Avocat Fondateur RGB Avocats
(Cet article a été publié dans la revue de la CCI France Pérou en février. Il a été revu et mis à jour en septembre 2016)
I. Introduction
Il ne semble pas avoir de doute qu´au Pérou les entreprises privées aient pour principal « client » l´État péruvien. En effet, l´État doit satisfaire ses immenses besoins en biens, services et travaux à travers ses diverses entités afin de remplir ses fonctions.
Dans ce contexte, les entreprises locales et étrangères souhaitant conclure des contrats avec l´État péruvien font souvent recours au “consortium” pour se présenter aux appels d´offres organisés par l´État. Le consortium permet donc aux entreprises de cumuler leurs niveaux d´expériences respectives et ainsi remplir les conditions exigées par les cahiers des charges desdits appels d´offres.
Le consortium est aussi un véhicule utilisé dans un cadre totalement privé, donc en dehors d´appels d´offres avec l´État. Ainsi, il est fréquent que des groupes de sociétés qui souhaitent acquérir des biens ou bénéficier de services mettent en place des appels d´offres privés auxquels les entreprises peuvent participer en consortium.
Grâce au consortium les entreprises pourront complémenter leurs activités, développer des synergies et offrir donc des avantages compétitifs, et des économies d´échelle dans le cadre de l´exécution de leurs obligations contractuelles.
Cet article présente de façon très synthétique certains aspects du consortium d´un point de vue contractuel, au regard des appels d´offres avec l´État et de la fiscalité qui en découle.
II. Analyse
1.- Le consortium, contrat de collaboration entre entreprises
Selon la Loi Générale sur les Sociétés péruvienne (“LGS”) qui régit le consortium comme un contrat d´association d´entreprises, le consortium est un contrat en vertu duquel au moins deux personnes physiques ou morales, locales ou étrangères s´associent afin de participer activement dans un projet pour obtenir un bénéfice économique tout en conservant leur autonomie.

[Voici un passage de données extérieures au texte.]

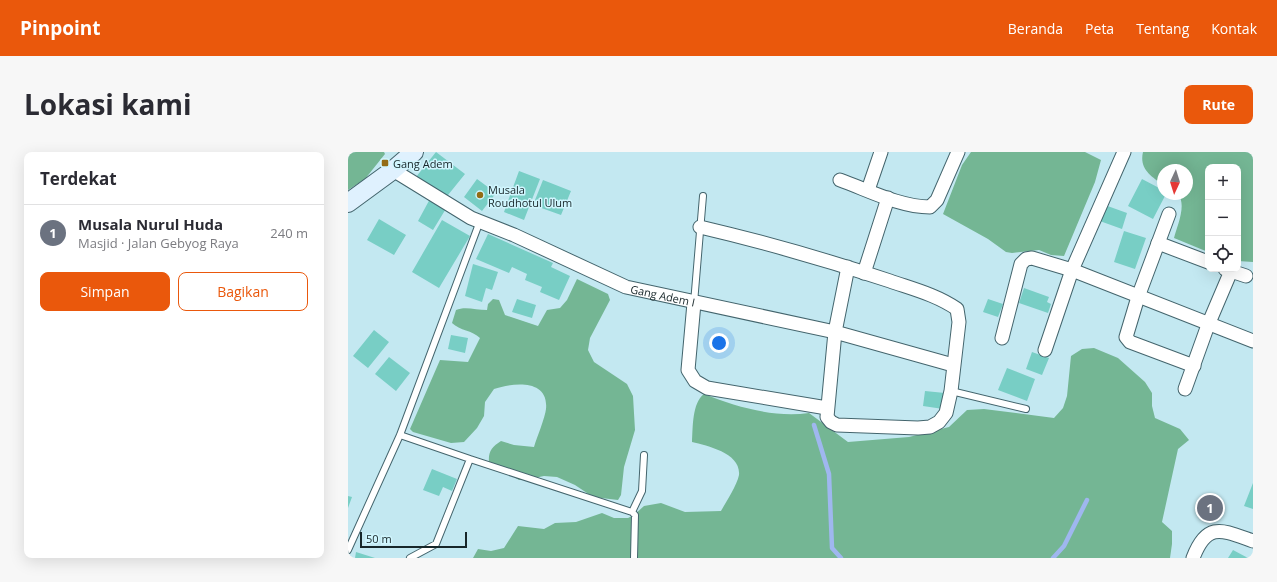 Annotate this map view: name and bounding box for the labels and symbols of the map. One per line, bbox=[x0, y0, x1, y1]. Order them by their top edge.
place label: Gang Adem bbox=[393, 156, 453, 171]
marker: Gang Adem bbox=[380, 158, 390, 168]
north arrow bbox=[1157, 164, 1193, 200]
place label: Musala Roudhotul Ulum bbox=[488, 182, 572, 210]
marker: Musala Roudhotul Ulum bbox=[475, 190, 485, 200]
street label: Gang Adem I bbox=[629, 281, 697, 309]
your location bbox=[709, 333, 729, 353]
pin: 1 bbox=[1197, 493, 1223, 523]
scale bar bbox=[360, 530, 467, 549]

D´un point de vue contractuel, le consortium n´a pas pour effet la création d´une nouvelle personne morale. S´agissant de sa forme, le contrat de consortium doit avoir lieu par écrit, sans qu´il y ait besoin de l´inscrire dans un quelconque registre public à la différence de l´immatriculation d´une société. Pour ce qui est des apports au consortium réalisés par ses membres et, appelés les « contributions », ceux-ci demeurent la propriété des membres.
Par ailleurs, les membres d´un consortium, selon la loi péruvienne, jouissent d´une large liberté contractuelle pour aménager les clauses de ce contrat relatives aux droits et obligations des chaque membre, au régime des contributions, aux pourcentages de participation, à la répartition des bénéfices ou des pertes parmi bien d´autres aspects importants pour le consortium.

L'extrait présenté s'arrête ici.